▸ WORK INSTRUCTIONS: Please look for the string "heat" below and report every line in which it occurs.
========================
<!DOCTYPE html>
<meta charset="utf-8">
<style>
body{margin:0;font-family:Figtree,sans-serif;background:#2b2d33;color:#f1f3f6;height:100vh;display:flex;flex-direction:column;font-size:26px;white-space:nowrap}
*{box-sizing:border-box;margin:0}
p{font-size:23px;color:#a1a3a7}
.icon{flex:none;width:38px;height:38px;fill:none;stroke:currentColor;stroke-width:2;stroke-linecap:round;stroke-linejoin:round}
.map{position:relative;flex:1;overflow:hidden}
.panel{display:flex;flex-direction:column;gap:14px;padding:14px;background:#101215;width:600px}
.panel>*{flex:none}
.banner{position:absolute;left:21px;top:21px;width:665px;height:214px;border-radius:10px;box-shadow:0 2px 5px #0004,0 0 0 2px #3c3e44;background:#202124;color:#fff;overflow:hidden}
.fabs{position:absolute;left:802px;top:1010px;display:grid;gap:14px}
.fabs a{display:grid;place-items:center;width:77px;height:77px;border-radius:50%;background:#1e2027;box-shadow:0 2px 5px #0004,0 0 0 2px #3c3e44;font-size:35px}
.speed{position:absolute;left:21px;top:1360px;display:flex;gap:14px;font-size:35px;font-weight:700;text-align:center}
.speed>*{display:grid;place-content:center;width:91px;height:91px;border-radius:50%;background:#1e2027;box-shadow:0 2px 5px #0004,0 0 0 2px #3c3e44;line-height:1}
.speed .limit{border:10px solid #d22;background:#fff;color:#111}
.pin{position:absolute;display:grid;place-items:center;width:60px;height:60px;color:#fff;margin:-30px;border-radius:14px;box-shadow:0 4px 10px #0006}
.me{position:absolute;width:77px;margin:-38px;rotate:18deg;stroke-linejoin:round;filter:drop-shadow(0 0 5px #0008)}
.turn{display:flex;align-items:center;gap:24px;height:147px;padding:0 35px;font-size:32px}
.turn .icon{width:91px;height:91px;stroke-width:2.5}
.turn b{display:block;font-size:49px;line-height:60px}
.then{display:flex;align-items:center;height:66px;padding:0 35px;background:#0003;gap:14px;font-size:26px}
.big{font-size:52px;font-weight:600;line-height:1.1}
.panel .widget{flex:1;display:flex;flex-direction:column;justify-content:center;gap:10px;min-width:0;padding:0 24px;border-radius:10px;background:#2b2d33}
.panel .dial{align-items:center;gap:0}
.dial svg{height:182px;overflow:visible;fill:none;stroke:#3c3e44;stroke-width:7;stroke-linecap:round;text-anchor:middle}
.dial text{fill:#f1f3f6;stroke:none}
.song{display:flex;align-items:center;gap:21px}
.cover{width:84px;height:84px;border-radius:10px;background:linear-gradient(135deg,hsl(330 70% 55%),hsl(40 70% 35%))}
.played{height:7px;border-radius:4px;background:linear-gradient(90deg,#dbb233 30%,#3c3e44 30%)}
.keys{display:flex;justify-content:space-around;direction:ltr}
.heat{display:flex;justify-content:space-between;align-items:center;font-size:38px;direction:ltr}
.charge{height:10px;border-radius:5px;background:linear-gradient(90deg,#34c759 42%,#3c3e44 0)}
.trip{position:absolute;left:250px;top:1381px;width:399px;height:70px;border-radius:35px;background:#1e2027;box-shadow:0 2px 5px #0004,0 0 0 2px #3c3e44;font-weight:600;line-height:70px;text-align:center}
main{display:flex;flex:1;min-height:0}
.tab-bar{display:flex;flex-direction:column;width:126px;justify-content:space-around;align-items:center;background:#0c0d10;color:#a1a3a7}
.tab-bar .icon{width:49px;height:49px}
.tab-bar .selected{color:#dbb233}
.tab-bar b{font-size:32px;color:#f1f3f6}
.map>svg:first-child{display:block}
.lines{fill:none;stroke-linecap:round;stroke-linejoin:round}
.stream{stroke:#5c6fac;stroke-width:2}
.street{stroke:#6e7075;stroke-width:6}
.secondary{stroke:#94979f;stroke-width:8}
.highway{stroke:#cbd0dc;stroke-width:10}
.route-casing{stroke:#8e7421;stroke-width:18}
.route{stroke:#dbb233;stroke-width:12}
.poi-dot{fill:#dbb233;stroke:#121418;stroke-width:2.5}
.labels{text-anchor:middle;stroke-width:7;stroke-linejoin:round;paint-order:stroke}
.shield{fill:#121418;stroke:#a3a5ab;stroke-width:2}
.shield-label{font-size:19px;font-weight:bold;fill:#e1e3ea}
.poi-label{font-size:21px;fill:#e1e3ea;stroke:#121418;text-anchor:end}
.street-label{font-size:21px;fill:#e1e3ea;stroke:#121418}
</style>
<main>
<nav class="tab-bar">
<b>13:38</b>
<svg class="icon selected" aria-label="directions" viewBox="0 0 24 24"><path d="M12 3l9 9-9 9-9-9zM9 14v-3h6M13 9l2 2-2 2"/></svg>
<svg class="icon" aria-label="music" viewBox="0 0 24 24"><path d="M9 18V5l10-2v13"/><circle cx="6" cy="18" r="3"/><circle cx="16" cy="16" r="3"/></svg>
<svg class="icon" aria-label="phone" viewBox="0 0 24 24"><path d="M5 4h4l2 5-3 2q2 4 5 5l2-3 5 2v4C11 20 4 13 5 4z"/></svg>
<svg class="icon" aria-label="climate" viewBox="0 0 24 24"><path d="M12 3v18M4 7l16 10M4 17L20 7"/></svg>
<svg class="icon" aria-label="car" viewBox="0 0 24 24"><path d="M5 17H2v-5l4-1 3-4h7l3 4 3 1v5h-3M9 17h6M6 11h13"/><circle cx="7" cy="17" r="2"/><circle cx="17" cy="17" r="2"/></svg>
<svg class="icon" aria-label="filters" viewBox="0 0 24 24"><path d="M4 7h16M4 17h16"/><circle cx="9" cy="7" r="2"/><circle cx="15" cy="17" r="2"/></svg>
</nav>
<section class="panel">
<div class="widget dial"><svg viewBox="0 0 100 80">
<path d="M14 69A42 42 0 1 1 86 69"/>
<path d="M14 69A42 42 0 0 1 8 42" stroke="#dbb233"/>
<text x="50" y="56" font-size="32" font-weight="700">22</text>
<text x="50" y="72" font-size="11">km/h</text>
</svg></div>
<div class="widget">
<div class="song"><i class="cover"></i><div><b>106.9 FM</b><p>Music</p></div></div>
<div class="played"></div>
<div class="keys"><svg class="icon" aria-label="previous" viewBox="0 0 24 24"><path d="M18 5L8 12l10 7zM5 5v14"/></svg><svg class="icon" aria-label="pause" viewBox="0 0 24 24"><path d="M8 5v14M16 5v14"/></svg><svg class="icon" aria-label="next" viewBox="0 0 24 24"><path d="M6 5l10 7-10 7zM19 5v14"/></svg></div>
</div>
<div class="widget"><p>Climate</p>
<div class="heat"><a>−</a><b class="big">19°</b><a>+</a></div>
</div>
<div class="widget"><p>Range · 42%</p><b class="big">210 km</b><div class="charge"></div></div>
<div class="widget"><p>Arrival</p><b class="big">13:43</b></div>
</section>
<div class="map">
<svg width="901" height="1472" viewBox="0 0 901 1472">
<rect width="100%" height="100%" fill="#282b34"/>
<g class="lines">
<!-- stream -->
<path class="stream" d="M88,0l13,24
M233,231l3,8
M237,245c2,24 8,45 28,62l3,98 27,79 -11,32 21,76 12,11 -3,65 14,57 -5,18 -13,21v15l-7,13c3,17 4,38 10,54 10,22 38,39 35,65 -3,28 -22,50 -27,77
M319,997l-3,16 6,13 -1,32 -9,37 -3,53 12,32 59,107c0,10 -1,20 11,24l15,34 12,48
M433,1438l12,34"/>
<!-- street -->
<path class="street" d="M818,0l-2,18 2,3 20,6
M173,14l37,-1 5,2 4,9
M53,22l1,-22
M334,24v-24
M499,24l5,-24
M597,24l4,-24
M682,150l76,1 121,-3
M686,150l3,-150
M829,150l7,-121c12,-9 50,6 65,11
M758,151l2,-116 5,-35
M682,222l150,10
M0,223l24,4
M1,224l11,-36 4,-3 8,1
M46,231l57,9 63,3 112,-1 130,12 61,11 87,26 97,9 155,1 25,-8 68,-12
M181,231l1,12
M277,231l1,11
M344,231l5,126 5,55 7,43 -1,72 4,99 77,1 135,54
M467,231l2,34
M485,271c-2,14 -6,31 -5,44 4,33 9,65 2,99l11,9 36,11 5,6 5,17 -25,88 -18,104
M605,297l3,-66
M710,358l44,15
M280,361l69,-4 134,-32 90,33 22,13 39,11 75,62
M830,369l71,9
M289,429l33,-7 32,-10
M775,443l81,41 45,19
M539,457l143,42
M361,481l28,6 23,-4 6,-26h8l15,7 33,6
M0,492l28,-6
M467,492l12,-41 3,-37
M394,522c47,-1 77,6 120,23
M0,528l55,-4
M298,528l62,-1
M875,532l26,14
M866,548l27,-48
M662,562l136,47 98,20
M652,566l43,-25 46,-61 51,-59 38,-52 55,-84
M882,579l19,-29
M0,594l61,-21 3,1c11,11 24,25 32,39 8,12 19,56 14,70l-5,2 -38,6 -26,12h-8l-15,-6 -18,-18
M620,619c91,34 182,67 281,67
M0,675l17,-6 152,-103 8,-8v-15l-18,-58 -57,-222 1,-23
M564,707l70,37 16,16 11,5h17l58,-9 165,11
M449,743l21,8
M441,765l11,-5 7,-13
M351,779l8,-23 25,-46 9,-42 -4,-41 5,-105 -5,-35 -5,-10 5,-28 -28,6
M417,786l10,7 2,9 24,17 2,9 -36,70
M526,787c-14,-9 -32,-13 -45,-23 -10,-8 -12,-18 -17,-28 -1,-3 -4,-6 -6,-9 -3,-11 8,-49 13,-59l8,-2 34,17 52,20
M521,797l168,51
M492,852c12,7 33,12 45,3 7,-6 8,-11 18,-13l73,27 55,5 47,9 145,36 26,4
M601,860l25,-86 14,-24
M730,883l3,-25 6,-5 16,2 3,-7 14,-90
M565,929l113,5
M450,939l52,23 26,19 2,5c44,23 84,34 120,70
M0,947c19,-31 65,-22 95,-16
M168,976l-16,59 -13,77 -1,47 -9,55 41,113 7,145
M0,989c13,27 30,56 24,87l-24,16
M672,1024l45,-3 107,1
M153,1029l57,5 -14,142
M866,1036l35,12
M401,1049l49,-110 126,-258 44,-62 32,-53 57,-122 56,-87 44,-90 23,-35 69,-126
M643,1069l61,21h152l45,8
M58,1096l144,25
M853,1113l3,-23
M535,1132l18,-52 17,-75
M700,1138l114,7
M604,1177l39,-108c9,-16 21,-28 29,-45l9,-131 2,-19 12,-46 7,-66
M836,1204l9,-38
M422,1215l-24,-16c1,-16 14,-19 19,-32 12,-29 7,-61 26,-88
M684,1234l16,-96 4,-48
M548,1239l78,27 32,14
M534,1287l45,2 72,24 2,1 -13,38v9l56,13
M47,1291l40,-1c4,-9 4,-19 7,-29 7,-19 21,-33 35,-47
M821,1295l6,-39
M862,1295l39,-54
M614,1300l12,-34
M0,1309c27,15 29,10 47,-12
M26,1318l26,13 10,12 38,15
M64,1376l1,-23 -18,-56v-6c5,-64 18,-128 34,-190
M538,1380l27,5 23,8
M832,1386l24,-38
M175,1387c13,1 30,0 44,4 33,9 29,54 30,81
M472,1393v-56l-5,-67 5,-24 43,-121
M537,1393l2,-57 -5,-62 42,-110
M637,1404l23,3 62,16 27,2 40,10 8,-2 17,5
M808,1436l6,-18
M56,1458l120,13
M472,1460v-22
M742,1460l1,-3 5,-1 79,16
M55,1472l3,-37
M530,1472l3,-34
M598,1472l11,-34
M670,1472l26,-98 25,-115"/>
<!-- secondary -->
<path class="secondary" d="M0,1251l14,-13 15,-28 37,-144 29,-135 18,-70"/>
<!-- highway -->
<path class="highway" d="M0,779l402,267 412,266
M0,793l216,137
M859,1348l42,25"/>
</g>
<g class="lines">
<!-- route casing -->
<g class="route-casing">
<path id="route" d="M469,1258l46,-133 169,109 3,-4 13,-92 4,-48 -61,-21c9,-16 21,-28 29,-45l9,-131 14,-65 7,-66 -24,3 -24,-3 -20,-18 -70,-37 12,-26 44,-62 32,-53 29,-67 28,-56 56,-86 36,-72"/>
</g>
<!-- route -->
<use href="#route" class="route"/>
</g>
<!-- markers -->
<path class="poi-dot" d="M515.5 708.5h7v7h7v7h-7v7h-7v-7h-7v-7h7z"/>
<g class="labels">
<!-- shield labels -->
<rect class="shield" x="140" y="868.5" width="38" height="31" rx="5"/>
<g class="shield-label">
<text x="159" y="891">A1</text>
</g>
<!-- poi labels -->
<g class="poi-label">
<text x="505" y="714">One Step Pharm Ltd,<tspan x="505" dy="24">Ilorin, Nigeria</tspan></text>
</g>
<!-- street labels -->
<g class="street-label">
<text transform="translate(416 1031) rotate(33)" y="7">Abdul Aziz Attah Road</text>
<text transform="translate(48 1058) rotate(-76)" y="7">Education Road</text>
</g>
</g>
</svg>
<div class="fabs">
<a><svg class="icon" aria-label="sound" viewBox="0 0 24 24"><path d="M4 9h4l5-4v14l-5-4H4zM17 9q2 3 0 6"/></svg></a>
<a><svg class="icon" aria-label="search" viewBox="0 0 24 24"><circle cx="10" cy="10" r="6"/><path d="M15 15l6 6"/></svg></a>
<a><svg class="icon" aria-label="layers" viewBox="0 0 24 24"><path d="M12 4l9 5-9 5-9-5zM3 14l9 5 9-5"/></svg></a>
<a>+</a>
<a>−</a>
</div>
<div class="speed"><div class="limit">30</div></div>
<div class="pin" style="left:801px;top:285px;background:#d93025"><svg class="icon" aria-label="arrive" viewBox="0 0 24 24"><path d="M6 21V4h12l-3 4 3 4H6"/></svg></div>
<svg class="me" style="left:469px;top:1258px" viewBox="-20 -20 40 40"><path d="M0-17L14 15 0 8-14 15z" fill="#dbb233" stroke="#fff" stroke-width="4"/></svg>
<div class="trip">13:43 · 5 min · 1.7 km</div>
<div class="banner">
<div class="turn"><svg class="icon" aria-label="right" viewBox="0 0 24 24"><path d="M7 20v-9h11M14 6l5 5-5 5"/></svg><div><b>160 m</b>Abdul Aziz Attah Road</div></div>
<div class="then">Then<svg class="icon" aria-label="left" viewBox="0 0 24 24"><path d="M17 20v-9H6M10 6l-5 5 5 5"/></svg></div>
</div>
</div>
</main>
========================
▸ COMPLETED TASK:
.heat{display:flex;justify-content:space-between;align-items:center;font-size:38px;direction:ltr}
<div class="heat"><a>−</a><b class="big">19°</b><a>+</a></div>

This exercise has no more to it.